The issue was first comprehensively documented by the ETH Zürich team in 2022, but the new proof-of-concept demonstrates far more dangerous capabilities. The exploitation hinges on manipulating the branch predictor and employing covert data exfiltration channels via the CPU cache, using the Flush+Reload technique. Unlike many hardware vulnerabilities, Retbleed cannot be fully mitigated through microcode updates — only resource-intensive software workarounds are available.
In their demonstration, the researchers achieved data leakage speeds of around 13 KB/s with high accuracy — sufficient for real-world attacks ranging from enumerating all active processes and virtual machines on a server to extracting highly sensitive information, including cryptographic keys. Alarmingly, the attack can be launched from isolated, unprivileged environments, such as the Chrome browser sandbox, underscoring its severity.

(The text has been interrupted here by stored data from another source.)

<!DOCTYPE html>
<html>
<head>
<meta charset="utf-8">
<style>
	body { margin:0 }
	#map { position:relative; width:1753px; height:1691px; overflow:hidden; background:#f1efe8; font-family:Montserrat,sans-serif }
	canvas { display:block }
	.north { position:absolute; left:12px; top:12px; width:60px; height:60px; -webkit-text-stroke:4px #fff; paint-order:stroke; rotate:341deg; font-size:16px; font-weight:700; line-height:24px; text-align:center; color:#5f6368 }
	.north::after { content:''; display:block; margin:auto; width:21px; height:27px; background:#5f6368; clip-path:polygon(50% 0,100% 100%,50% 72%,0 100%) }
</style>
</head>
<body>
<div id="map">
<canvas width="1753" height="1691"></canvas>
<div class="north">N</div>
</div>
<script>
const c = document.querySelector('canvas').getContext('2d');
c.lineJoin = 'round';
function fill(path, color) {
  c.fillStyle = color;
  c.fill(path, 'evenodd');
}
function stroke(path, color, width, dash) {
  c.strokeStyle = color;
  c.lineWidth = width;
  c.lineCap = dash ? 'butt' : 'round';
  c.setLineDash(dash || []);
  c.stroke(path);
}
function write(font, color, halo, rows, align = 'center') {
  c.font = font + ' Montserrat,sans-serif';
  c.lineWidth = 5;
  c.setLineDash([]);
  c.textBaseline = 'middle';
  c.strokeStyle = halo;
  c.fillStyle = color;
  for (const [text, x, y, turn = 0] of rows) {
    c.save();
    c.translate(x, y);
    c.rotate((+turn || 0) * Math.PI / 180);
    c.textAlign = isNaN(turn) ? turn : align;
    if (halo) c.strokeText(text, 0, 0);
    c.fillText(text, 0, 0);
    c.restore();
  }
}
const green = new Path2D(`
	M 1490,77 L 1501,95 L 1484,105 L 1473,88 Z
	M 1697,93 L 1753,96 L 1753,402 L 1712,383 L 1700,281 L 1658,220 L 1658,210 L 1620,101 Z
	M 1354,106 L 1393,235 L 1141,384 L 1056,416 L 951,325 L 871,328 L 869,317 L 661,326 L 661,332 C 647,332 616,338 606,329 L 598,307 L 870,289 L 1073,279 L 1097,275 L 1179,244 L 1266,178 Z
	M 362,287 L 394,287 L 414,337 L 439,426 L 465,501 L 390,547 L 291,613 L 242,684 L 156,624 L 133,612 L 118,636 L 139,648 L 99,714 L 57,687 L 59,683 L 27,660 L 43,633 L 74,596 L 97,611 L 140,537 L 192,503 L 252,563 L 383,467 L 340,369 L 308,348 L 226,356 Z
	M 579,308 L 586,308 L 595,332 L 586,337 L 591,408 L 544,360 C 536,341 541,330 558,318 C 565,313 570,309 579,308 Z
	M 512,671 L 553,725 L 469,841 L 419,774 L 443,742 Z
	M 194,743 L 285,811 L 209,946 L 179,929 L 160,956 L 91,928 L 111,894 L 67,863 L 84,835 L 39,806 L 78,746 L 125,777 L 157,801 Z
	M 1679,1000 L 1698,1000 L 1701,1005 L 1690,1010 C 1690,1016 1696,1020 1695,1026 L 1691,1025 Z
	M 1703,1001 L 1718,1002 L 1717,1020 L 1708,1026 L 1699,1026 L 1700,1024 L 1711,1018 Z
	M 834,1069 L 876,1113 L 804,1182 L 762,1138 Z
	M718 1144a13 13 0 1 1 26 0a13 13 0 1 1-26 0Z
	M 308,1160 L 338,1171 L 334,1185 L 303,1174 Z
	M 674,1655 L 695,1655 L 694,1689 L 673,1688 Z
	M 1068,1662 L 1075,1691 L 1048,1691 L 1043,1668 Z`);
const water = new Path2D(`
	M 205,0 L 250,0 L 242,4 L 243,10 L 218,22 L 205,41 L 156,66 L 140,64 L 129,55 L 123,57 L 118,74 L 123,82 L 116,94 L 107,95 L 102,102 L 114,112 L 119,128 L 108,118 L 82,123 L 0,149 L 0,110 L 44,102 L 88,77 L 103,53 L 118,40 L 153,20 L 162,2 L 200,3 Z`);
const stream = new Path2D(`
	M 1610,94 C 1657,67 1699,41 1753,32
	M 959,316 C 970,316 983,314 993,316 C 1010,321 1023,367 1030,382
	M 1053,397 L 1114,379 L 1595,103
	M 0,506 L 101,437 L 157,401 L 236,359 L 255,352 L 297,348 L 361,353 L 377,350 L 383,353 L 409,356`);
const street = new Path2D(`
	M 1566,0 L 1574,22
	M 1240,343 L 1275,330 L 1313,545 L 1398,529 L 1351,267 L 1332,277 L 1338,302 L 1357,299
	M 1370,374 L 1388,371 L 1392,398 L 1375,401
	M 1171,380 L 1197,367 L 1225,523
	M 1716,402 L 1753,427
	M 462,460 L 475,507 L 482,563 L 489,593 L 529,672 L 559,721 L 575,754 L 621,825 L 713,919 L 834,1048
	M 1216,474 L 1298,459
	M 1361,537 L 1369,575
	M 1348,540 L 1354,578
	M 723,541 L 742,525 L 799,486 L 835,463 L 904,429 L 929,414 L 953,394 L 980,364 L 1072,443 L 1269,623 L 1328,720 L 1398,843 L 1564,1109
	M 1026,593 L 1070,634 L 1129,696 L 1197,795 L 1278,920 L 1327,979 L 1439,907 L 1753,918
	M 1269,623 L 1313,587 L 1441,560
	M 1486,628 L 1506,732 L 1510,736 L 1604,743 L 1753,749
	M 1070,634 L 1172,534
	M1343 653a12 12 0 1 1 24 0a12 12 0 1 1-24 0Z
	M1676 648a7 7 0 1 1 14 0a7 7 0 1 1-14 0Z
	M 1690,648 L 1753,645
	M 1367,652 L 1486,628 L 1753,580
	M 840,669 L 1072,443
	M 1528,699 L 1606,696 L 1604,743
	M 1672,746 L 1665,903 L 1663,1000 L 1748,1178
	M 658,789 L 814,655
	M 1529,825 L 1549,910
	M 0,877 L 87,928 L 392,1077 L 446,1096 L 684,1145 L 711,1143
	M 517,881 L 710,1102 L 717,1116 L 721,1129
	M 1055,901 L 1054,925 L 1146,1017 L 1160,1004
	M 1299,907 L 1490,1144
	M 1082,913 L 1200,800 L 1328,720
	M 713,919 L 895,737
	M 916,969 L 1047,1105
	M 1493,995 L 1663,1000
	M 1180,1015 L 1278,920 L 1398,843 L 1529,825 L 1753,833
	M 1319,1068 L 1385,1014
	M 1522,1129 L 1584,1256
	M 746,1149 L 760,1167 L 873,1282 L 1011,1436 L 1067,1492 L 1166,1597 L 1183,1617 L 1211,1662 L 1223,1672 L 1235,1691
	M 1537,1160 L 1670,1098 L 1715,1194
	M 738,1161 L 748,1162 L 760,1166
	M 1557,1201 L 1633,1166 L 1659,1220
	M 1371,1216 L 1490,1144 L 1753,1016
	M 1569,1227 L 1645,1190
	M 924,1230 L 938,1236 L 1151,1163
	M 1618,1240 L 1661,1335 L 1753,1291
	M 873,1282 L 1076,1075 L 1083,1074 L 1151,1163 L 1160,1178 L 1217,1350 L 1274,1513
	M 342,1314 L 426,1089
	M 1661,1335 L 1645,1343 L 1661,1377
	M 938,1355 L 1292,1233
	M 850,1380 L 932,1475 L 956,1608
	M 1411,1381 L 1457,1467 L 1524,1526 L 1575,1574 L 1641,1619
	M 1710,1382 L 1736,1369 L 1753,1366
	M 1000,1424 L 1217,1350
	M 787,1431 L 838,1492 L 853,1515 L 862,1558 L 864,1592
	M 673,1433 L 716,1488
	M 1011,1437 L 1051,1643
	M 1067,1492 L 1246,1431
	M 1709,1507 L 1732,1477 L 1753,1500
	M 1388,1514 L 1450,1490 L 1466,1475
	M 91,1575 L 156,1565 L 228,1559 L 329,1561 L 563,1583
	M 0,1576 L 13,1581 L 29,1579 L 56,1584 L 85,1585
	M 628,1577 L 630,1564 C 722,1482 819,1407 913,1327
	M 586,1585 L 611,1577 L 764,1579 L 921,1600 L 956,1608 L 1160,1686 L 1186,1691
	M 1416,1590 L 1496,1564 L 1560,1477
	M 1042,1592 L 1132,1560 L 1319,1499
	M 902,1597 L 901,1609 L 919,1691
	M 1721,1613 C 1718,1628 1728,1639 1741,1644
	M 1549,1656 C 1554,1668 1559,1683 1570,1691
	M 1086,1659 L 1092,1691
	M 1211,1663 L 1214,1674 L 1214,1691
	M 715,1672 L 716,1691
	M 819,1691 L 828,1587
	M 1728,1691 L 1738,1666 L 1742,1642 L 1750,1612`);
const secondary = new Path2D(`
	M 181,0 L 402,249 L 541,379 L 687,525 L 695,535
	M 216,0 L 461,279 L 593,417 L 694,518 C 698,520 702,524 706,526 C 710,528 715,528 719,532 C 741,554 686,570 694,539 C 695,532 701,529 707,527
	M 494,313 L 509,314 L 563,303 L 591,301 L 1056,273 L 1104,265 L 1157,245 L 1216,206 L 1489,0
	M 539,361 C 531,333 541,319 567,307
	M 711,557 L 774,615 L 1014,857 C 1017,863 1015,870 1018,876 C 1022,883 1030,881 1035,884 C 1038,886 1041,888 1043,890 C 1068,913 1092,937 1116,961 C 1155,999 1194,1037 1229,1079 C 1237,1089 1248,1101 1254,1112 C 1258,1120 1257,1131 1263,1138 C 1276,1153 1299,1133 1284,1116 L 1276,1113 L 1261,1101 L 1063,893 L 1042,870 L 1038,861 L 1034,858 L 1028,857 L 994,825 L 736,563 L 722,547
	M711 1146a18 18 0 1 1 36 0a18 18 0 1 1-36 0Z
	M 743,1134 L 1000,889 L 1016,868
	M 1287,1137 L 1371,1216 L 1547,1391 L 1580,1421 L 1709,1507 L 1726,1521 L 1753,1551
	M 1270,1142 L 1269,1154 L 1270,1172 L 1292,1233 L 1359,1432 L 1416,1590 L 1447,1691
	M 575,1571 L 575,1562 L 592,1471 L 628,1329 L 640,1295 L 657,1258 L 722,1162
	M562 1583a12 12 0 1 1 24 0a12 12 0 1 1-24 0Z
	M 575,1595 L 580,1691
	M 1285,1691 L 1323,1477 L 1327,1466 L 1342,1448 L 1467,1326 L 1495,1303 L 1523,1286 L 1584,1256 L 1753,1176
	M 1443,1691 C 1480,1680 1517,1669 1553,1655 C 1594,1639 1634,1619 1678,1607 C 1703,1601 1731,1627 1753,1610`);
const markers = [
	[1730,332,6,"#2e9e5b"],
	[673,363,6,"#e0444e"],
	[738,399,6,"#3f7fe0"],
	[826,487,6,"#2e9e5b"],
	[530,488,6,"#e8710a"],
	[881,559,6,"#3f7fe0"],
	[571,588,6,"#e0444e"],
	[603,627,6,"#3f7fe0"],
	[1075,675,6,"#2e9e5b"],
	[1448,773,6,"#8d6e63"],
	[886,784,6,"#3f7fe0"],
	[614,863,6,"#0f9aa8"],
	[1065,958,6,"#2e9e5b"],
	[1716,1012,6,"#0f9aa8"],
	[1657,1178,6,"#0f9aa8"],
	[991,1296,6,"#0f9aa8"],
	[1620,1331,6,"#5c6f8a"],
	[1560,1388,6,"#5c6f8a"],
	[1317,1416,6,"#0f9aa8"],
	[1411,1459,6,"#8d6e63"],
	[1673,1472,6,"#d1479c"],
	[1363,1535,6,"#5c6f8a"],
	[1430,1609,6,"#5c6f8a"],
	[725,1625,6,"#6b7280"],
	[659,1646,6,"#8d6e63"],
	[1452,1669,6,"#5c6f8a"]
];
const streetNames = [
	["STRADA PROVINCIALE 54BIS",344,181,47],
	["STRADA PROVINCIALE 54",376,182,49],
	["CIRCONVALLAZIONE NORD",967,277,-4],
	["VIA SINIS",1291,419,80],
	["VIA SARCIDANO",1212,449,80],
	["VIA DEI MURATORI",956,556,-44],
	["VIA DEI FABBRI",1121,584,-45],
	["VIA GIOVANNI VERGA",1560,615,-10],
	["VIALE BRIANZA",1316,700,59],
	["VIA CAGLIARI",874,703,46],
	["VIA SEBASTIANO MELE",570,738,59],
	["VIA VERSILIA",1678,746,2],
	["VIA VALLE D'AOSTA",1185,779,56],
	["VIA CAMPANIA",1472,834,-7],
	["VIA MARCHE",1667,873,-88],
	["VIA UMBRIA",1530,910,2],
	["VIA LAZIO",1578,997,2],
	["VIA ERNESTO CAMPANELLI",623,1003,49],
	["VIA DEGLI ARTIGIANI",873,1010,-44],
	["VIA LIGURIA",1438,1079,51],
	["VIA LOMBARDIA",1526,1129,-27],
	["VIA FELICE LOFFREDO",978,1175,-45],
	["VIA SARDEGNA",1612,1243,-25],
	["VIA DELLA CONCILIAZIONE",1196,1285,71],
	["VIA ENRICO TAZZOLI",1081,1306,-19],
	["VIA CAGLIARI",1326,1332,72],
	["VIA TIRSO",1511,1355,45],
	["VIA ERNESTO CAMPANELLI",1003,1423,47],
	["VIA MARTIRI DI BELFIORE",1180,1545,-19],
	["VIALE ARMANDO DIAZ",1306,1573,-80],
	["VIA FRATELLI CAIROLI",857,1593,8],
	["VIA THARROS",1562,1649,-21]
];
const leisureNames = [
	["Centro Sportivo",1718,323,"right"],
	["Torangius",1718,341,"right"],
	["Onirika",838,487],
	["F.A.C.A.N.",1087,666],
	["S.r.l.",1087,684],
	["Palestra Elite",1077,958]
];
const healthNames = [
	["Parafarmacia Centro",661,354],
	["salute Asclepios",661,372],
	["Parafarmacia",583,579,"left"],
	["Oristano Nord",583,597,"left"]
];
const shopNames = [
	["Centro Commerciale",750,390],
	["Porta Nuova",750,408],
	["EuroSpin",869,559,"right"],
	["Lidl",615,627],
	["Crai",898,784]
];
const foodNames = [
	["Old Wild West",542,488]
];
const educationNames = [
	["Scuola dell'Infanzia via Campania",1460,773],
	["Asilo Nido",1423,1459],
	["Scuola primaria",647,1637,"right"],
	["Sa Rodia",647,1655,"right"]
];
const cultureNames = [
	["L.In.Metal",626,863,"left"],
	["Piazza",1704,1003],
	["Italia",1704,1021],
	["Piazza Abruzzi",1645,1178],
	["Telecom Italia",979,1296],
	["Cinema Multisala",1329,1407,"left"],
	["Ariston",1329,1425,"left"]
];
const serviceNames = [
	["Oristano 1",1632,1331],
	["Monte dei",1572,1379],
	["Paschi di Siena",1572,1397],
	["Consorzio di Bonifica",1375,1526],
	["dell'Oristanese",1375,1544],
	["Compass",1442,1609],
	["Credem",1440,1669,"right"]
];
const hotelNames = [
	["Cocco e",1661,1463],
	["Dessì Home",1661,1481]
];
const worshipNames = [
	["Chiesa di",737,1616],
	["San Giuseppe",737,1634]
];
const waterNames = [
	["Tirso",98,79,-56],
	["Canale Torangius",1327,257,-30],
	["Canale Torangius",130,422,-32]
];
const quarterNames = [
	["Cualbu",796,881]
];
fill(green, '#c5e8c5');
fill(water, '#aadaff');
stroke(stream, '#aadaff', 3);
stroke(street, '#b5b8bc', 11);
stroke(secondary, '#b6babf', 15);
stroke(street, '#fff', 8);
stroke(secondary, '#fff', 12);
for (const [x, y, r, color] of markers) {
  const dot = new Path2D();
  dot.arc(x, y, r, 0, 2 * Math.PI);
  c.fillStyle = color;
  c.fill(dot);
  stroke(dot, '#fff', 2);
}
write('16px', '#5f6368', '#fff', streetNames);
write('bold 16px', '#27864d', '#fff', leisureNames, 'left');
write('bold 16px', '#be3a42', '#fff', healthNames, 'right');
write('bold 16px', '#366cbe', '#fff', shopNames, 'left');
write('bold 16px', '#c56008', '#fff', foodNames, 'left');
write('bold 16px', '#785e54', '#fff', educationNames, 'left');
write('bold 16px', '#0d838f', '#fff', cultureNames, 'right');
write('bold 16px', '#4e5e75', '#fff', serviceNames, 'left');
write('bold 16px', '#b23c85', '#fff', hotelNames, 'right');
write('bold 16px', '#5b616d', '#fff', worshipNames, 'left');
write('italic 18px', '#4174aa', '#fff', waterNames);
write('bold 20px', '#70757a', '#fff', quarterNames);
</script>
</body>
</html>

The method poses an especially grave threat to virtualized and cloud infrastructures. Tests confirmed that malicious code running inside a compromised virtual machine could access the host system’s memory — and even read data from other virtual machines on the same physical server. For cloud service providers hosting clients of varying trust levels on shared hardware, this creates a critical security risk.
The exploit’s authors overcame the core limitations of the earlier approach by introducing speculative Return Oriented Programming (ROP) to craft optimal “disclosure gadgets” absent in standard kernel code. They also refined techniques for training the branch predictor and bypassing Kernel Address Space Layout Randomization (KASLR).
Of the available mitigations, the jmp2ret defense imposes a performance penalty of 5–6%, while the stricter Indirect Branch Prediction Barrier (IBPB) can slow certain workloads by as much as 55–60%, making it impractical for high-performance systems.
This research illustrates that even long-known vulnerabilities can be reimagined for more destructive scenarios. Operators of systems powered by affected AMD processors — particularly within the cloud computing sector — must weigh the trade-offs between security and performance, recognizing that architectural-level attacks demand ongoing vigilance and the development of more efficient countermeasures.